へちま細太郎

大学院生のへちま細太郎を主人公にしたお話。

今年の藤川先生

2010-01-04 23:16:13 | へちま細太郎

こんばんは、へちま細太郎です。
藤川先生が帰ってきた。
「う~ん」
剛おにいちゃんが唸った。
「あんた、ほんとミーハーヤンキー直んないね」
「志は高く持たんといかんぜよ」
羽織り袴に革靴の藤川先生は、大河ドラマ影響のようで、右手は懐に差し込んだまま怪しげな土佐弁を喋っている。
「確か年末は伊予松山だったような気がする…」
ぼくは“坂の上の雲”のガイドブックを取り出してみせた。
「土佐も伊予も同じ四国じゃけぇのぉ」
って、広島弁入ってない?
懲りてないなあ。
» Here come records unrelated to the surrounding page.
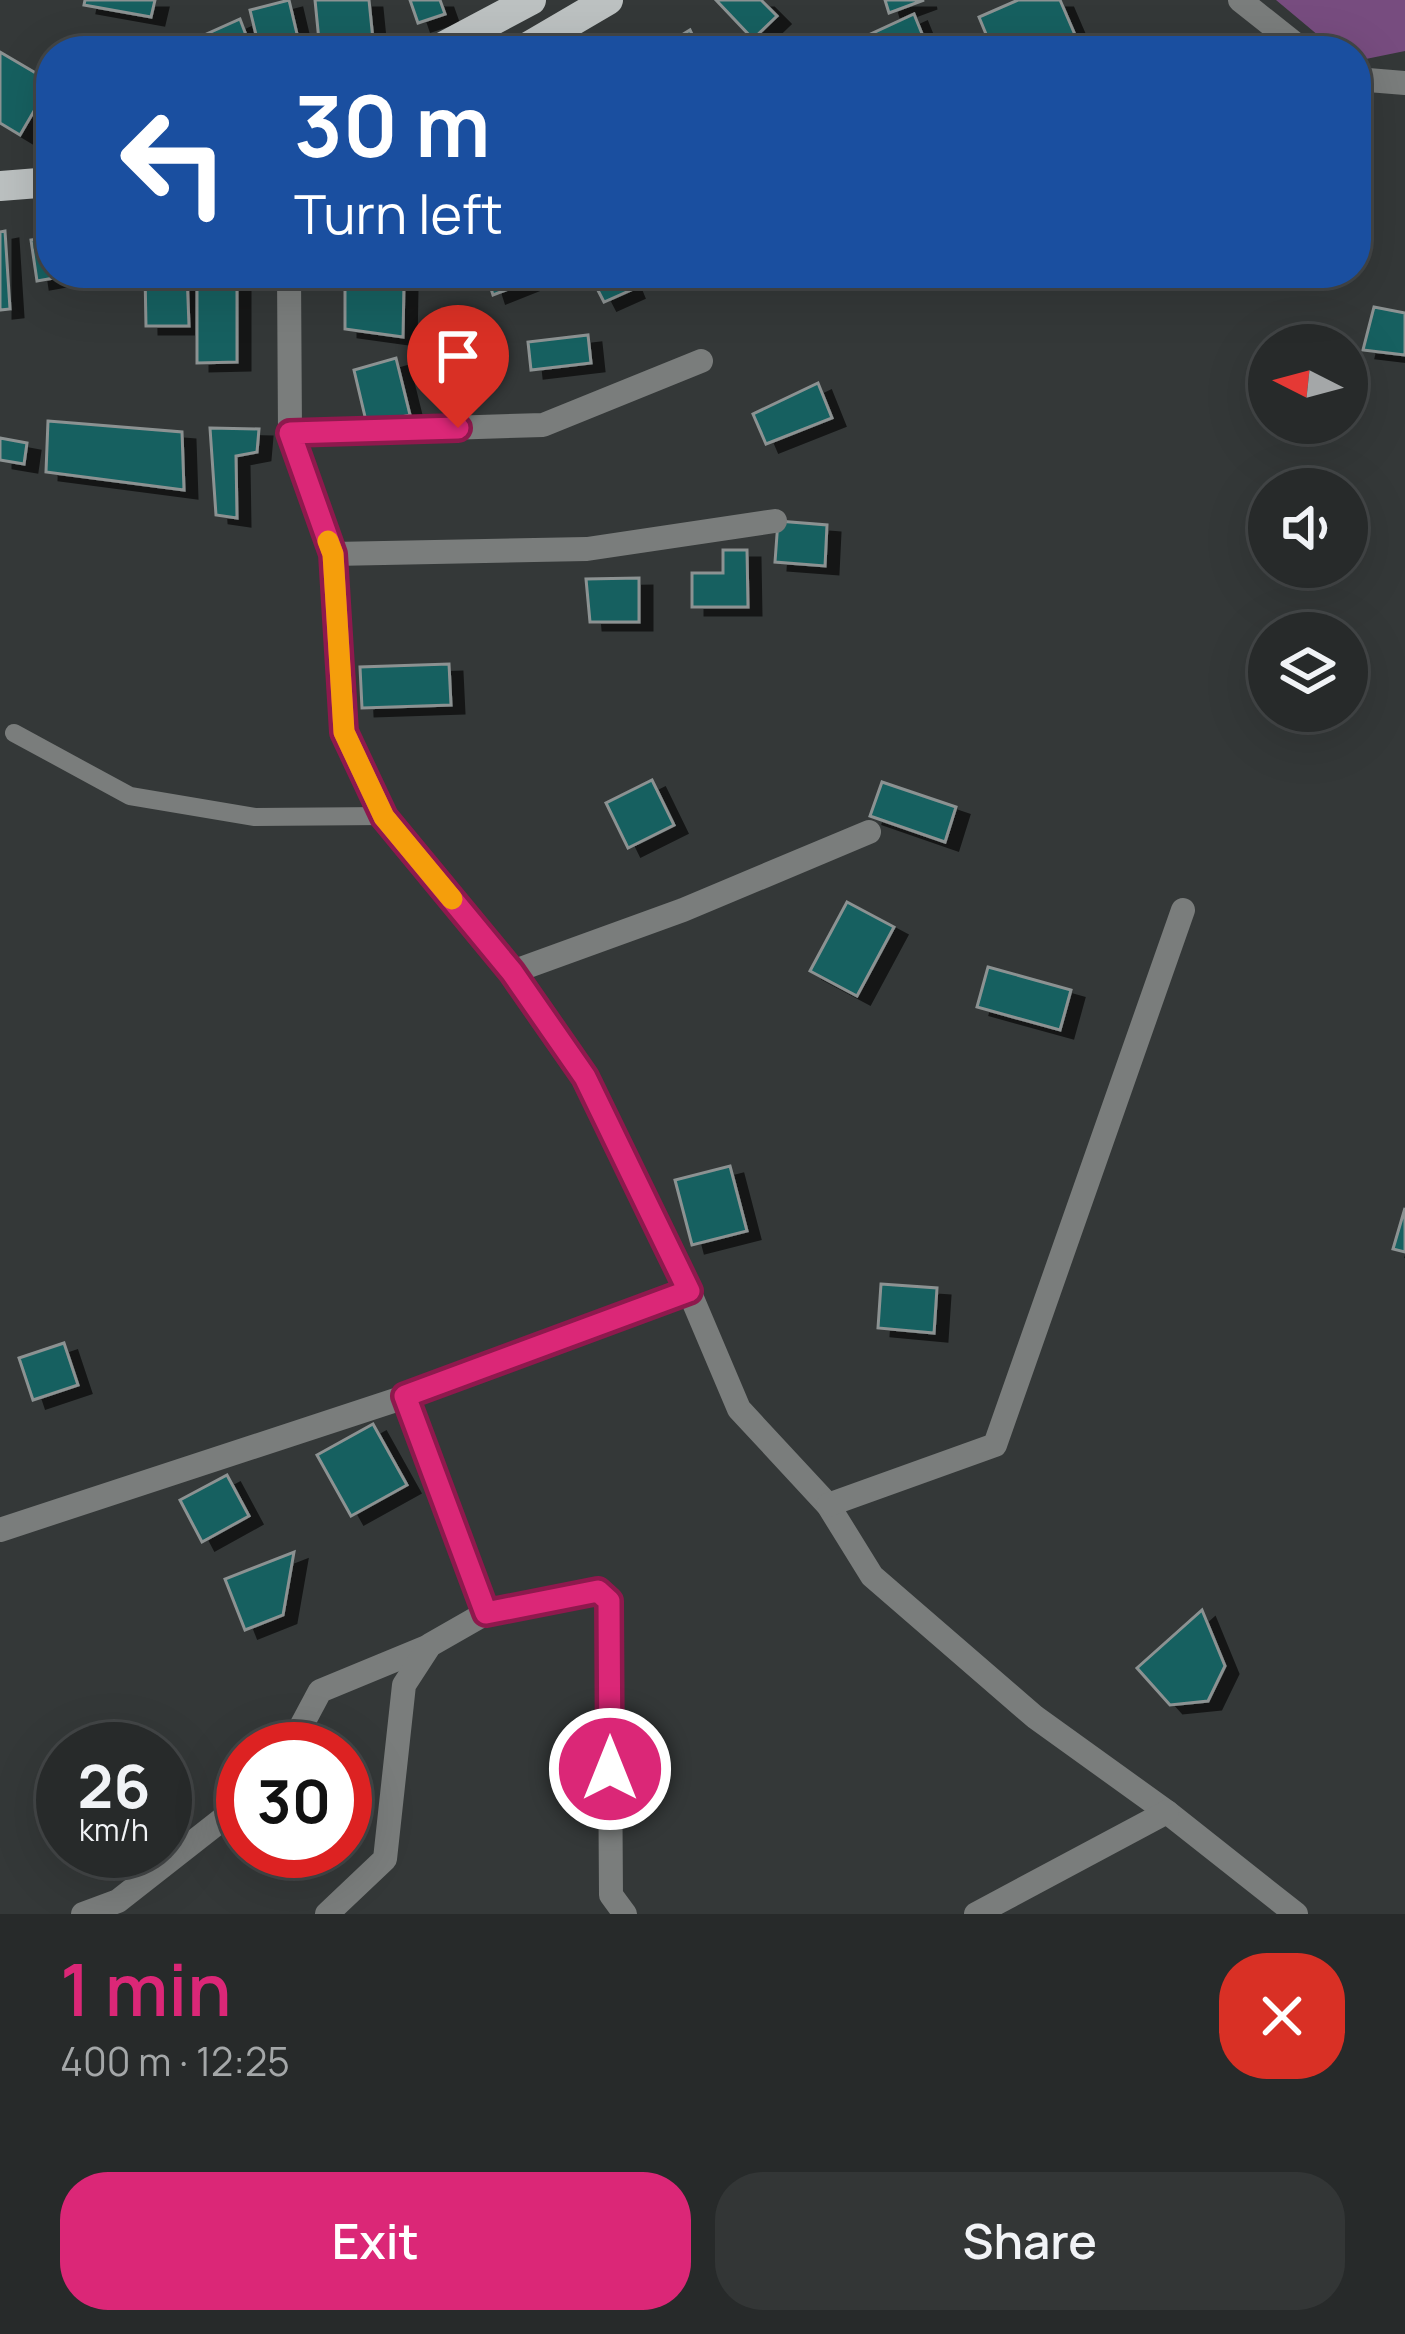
<!DOCTYPE html>
<meta charset="utf-8">
<style>
body{margin:0;font-family:Manrope,sans-serif;background:#333636;color:#f1f3f6;height:100vh;display:flex;flex-direction:column;font-size:45px;white-space:nowrap}
*{box-sizing:border-box;margin:0}
p{font-size:39px;color:#a4a7a8}
.icon{flex:none;width:66px;height:66px;fill:none;stroke:currentColor;stroke-width:2;stroke-linecap:round;stroke-linejoin:round}
.map{position:relative;height:1914px;overflow:hidden}
.drawer{display:flex;flex-direction:column;background:#272a2a;flex:1}
.drawer>*{flex:none}
.top-card{position:absolute;left:36px;top:36px;width:1335px;height:252px;border-radius:48px;box-shadow:0 12px 48px #0002,0 0 0 3px #434647;background:#1a4fa0;color:#fff;overflow:hidden}
.needle{width:78px;rotate:276deg}
.fabs{position:absolute;left:1248px;top:324px;display:grid;gap:24px}
.fabs a{display:grid;place-items:center;width:120px;height:120px;border-radius:50%;background:#272a2a;box-shadow:0 12px 48px #0002,0 0 0 3px #434647;font-size:60px}
.speed{position:absolute;left:36px;top:1722px;display:flex;gap:24px;font-size:60px;font-weight:700;text-align:center}
.speed>*{display:grid;place-content:center;width:156px;height:156px;border-radius:50%;background:#272a2a;box-shadow:0 12px 48px #0002,0 0 0 3px #434647;line-height:1}
.speed small{font-size:30px;font-weight:400}
.speed .limit{border:18px solid #d22;background:#fff;color:#111}
.pin{position:absolute;display:grid;place-items:center;width:102px;height:102px;color:#fff;margin:-123px -51px;border-radius:50% 50% 50% 0;rotate:-45deg;box-shadow:0 0 12px #0007}
.pin .icon{rotate:45deg}
.me{position:absolute;width:132px;margin:-66px;rotate:0deg;stroke-linejoin:round;filter:drop-shadow(0 0 9px #0008)}
.turn{display:flex;align-items:center;gap:42px;height:252px;padding:0 60px;font-size:54px}
.turn .icon{width:156px;height:156px;stroke-width:2.5}
.turn b{display:block;font-size:84px;line-height:102px}
.round{display:grid;place-items:center;flex:none;width:126px;height:126px;border-radius:48px;background:#333636}
.headline{display:flex;align-items:center;justify-content:space-between;height:204px;padding:0 60px}
h1{font-size:72px;font-weight:600;line-height:90px;color:#db2777}
.primary-button{display:flex;gap:24px;margin-top:auto;padding:24px 60px}
.primary-button a{flex:1;height:138px;border-radius:48px;background:#db2777;color:#fff;font-size:48px;font-weight:600;line-height:138px;text-align:center}
.primary-button a+a{background:#333636;color:#f1f3f6}
.map>svg:first-child{display:block}
.green{fill:#774c7f}
.building{fill:#146060;stroke:#8c9292;stroke-width:3;filter:url(#shadow)}
.lines{fill:none;stroke-linecap:round;stroke-linejoin:round}
.lane{stroke:#7a7d7c;stroke-width:18}
.street{stroke:#7a7d7c;stroke-width:24}
.primary{stroke:#bcc1c1;stroke-width:30}
.route-casing{stroke:#8e194d;stroke-width:30}
.route{stroke:#db2777;stroke-width:21}
.slow{stroke:#f59e0b;stroke-width:21}
</style>
<div class="map">
<svg width="1405" height="1914" viewBox="0 0 1405 1914">
<defs>
<filter id="shadow"><feDropShadow dx="13" dy="8" stdDeviation="0" flood-color="#0009"/></filter>
</defs>
<rect width="100%" height="100%" fill="#343838"/>
<path class="green" d="M1276,0H1405V51L1356,61V51H1337Z"/>
<g class="building">
<path d="M85,0H155L151,17L84,5Z"/>
<path d="M289,0L301,51H260L250,10Z"/>
<path d="M315,0H369L374,50L320,51Z"/>
<path d="M410,0H440L445,14L418,23Z"/>
<path d="M716,0H761L777,16L753,39Z"/>
<path d="M885,0H924L889,13Z"/>
<path d="M1018,0H1060L1082,51H993L979,17Z"/>
<path d="M914,14L929,51H867L860,39Z"/>
<path d="M240,19L252,51H171V50Z"/>
<path d="M690,30L700,51H656Z"/>
<path d="M0,52L51,82L20,135L0,123Z"/>
<path d="M5,231L10,309L0,310V232Z"/>
<path d="M51,237V273H82L37,281L31,240Z"/>
<path d="M145,273H187L189,326H146Z"/>
<path d="M197,273H237V362L197,363Z"/>
<path d="M486,273H540L541,276L493,295Z"/>
<path d="M589,273H624L631,290L604,302Z"/>
<path d="M345,282H404L403,337L345,329Z"/>
<path d="M1374,307L1405,313V355L1363,350Z"/>
<path d="M588,335L591,363L531,370L528,342Z"/>
<path d="M396,358L410,415L367,425L354,370Z"/>
<path d="M818,383L832,418L766,444L753,414Z"/>
<path d="M48,421L182,432L184,490L46,472Z"/>
<path d="M210,428L259,429L257,452L236,456L237,518L216,515Z"/>
<path d="M0,438L27,443L24,464L0,460Z"/>
<path d="M778,521L827,525L825,566L775,562Z"/>
<path d="M723,550H747L748,607H692V573H723Z"/>
<path d="M639,578V622H590L586,579Z"/>
<path d="M449,664L451,705L362,708L360,667Z"/>
<path d="M652,780L674,825L628,848L606,803Z"/>
<path d="M882,782L956,807L945,842L870,816Z"/>
<path d="M847,902L894,927L857,996L810,971Z"/>
<path d="M988,967L1071,990L1060,1030L977,1007Z"/>
<path d="M730,1166L747,1231L692,1245L675,1180Z"/>
<path d="M1405,1208V1252L1393,1249Z"/>
<path d="M881,1284L937,1288L934,1333L878,1328Z"/>
<path d="M64,1343L78,1385L33,1400L19,1358Z"/>
<path d="M373,1424L407,1485L351,1516L317,1455Z"/>
<path d="M227,1475L249,1516L202,1542L180,1500Z"/>
<path d="M294,1552L283,1615L245,1630L225,1579Z"/>
<path d="M1202,1610L1225,1666L1208,1701L1170,1705L1137,1668Z"/>
</g>
<g class="lines">
<path class="lane" d="M14,733L130,796L255,817L384,816"/>
<g class="street">
<path d="M1240,0L1304,51"/>
<path d="M1356,79L1405,83"/>
<path d="M289,273L290,433L333,554L344,732L384,816L512,972L585,1077L689,1291L739,1409L828,1505L872,1576L1035,1717L1167,1812L1296,1914"/>
<path d="M290,433L543,425L701,361"/>
<path d="M333,554L587,549L775,521"/>
<path d="M512,972L683,910L869,832"/>
<path d="M828,1505L995,1445L1183,910"/>
<path d="M0,1530L405,1397L689,1291"/>
<path d="M486,1613L598,1591L609,1601L611,1895L625,1914"/>
<path d="M289,1749L320,1691L429,1646"/>
<path d="M83,1914L118,1901L243,1803"/>
<path d="M327,1914L385,1859L404,1685L430,1645L486,1613L405,1397"/>
<path d="M976,1914L1167,1812"/>
</g>
<g class="primary">
<path d="M435,51L531,0"/>
<path d="M521,51L608,0"/>
<path d="M0,186L51,182"/>
</g>
</g>
<g class="lines">
<defs>
<path id="route" d="M458,428L290,433L333,554L344,732L384,817L512,972L585,1077L689,1291L405,1396L486,1613L598,1591L609,1601L610,1769"/>
</defs>
<use href="#route" class="route-casing"/>
<use href="#route" class="route"/>
<path class="slow" d="M328,541L333,554L344,732L384,817L452,899"/>
</g>
</svg>
<div class="fabs">
<a><svg class="needle" viewBox="-14 -14 28 28"><path d="M0-13l5 13h-10z" fill="#e53935"/><path d="M0 13l5-13h-10z" fill="#a4a7a8"/></svg></a>
<a><svg class="icon" aria-label="sound" viewBox="0 0 24 24"><path d="M4 9h4l5-4v14l-5-4H4zM17 9q2 3 0 6"/></svg></a>
<a><svg class="icon" aria-label="layers" viewBox="0 0 24 24"><path d="M12 4l9 5-9 5-9-5zM3 14l9 5 9-5"/></svg></a>
</div>
<div class="speed"><div>26<small>km/h</small></div><div class="limit">30</div></div>
<div class="pin" style="left:458px;top:428px;background:#d93025"><svg class="icon" aria-label="arrive" viewBox="0 0 24 24"><path d="M6 21V4h12l-3 4 3 4H6"/></svg></div>
<svg class="me" style="left:610px;top:1769px" viewBox="-20 -20 40 40"><circle r="17" fill="#db2777" stroke="#fff" stroke-width="3"/><path d="M0-11L8 9 0 5-8 9z" fill="#fff"/></svg>
<div class="top-card">
<div class="turn"><svg class="icon" aria-label="left" viewBox="0 0 24 24"><path d="M17 20v-9H6M10 6l-5 5 5 5"/></svg><div><b>30 m</b>Turn left</div></div>
</div>
</div>
<section class="drawer">
<div class="headline"><div><h1>1 min</h1><p>400 m · 12:25</p></div><a class="round" style="background:#d93025;color:#fff"><svg class="icon" aria-label="close" viewBox="0 0 24 24"><path d="M6 6l12 12M18 6L6 18"/></svg></a></div>
<div class="primary-button"><a>Exit</a><a>Share</a></div>
</section>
剛おにいちゃんは、
「まあバカ殿らしくていいんじゃない」
と、あくびをしてボリボリとお尻をかいた。
「結婚したら、そんなかっこできないねえ」
「独身最後の正月だから好きにさせてくれ」
と、今度は鼻くそをほじくる。
「何っ、結婚?」
藤川先生が寝転がる剛おにいちゃんのそばに座り込んだ。
「いつどこでみつけたんだ」
「見つかる時には見つかるんだよ」
剛おにいちゃんは勝ち誇った表情で藤川先生を見上げた。
「くそ~っ」
藤川先生は勢いよく立ち上がり、
「日本の夜明けは近いぜよ」
と、わけのわからないことを叫び、
「何で俺が結婚できないんだあっ」
と、今度はまた力なく座り込んだ。
これだもん、みつかりっこないよな。
ぼくは、ガイドブックをめくって、本木雅弘の写真にウィンクした。